What you will do.
An exact copy of the data below is needed; please leave out any pictures.
[Opening Dataset section section]
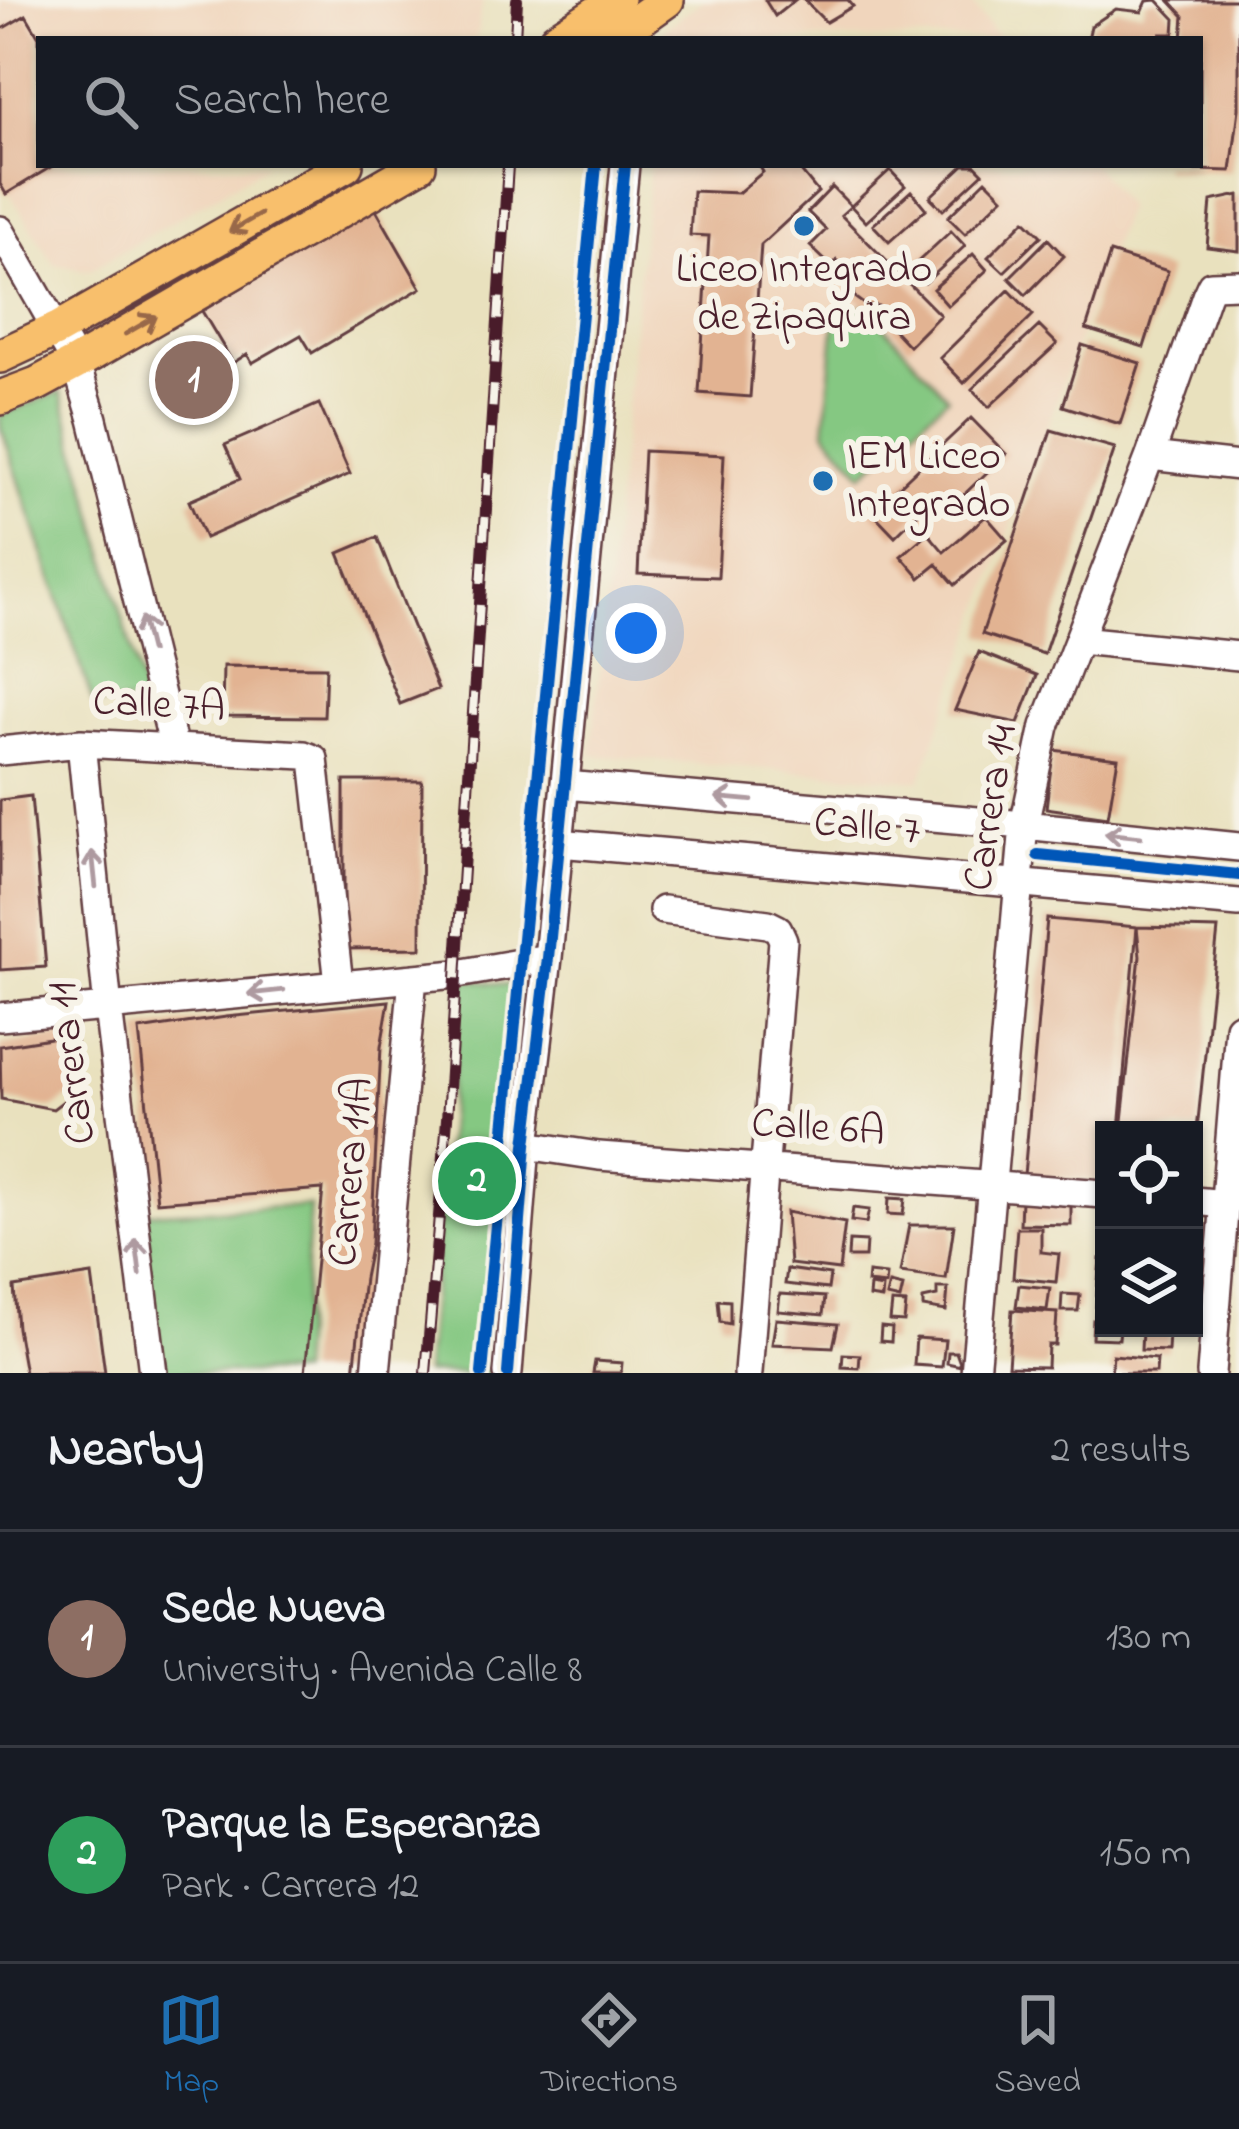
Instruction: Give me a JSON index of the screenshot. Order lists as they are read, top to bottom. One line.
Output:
{"streets":{"street":["Calle 7A","Carrera 14","Calle 7","Carrera 11","Calle 6A","Carrera 11A"]},"crossings":[["Calle 7A","Carrera 11"],["Carrera 14","Calle 7"],["Carrera 14","Calle 6A"]],"one_way":["Carrera 11"],"places":["Liceo Integrado de Zipaquira","IEM Liceo Integrado"],"page":{"search":"Search here","pins":["1","2"],"heading":["Nearby","2 results"],"list":[{"mark":"1","name":"Sede Nueva","note":"University · Avenida Calle 8","value":"130 m"},{"mark":"2","name":"Parque la Esperanza","note":"Park · Carrera 12","value":"150 m"}],"nav":["Map","Directions","Saved"]}}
[Closing Dataset section section]
Your response.
Instruction: Give me a JSON index of the screenshot. Order lists as they are read, top to bottom. One line.
Output:
{"streets":{"street":["Calle 7A","Carrera 14","Calle 7","Carrera 11","Calle 6A","Carrera 11A"]},"crossings":[["Calle 7A","Carrera 11"],["Carrera 14","Calle 7"],["Carrera 14","Calle 6A"]],"one_way":["Carrera 11"],"places":["Liceo Integrado de Zipaquira","IEM Liceo Integrado"],"page":{"search":"Search here","pins":["1","2"],"heading":["Nearby","2 results"],"list":[{"mark":"1","name":"Sede Nueva","note":"University · Avenida Calle 8","value":"130 m"},{"mark":"2","name":"Parque la Esperanza","note":"Park · Carrera 12","value":"150 m"}],"nav":["Map","Directions","Saved"]}}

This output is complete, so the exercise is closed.